Exercise brief: Every entry has to be restated word for word.

Records:
————————

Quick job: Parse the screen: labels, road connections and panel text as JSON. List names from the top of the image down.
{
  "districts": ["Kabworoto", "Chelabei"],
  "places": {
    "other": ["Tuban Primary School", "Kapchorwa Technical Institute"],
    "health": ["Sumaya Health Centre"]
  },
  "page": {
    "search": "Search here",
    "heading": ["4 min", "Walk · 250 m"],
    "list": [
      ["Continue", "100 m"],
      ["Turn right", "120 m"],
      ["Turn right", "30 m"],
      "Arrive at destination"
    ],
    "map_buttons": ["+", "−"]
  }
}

————————

Response:
Quick job: Parse the screen: labels, road connections and panel text as JSON. List names from the top of the image down.
{
  "districts": ["Kabworoto", "Chelabei"],
  "places": {
    "other": ["Tuban Primary School", "Kapchorwa Technical Institute"],
    "health": ["Sumaya Health Centre"]
  },
  "page": {
    "search": "Search here",
    "heading": ["4 min", "Walk · 250 m"],
    "list": [
      ["Continue", "100 m"],
      ["Turn right", "120 m"],
      ["Turn right", "30 m"],
      "Arrive at destination"
    ],
    "map_buttons": ["+", "−"]
  }
}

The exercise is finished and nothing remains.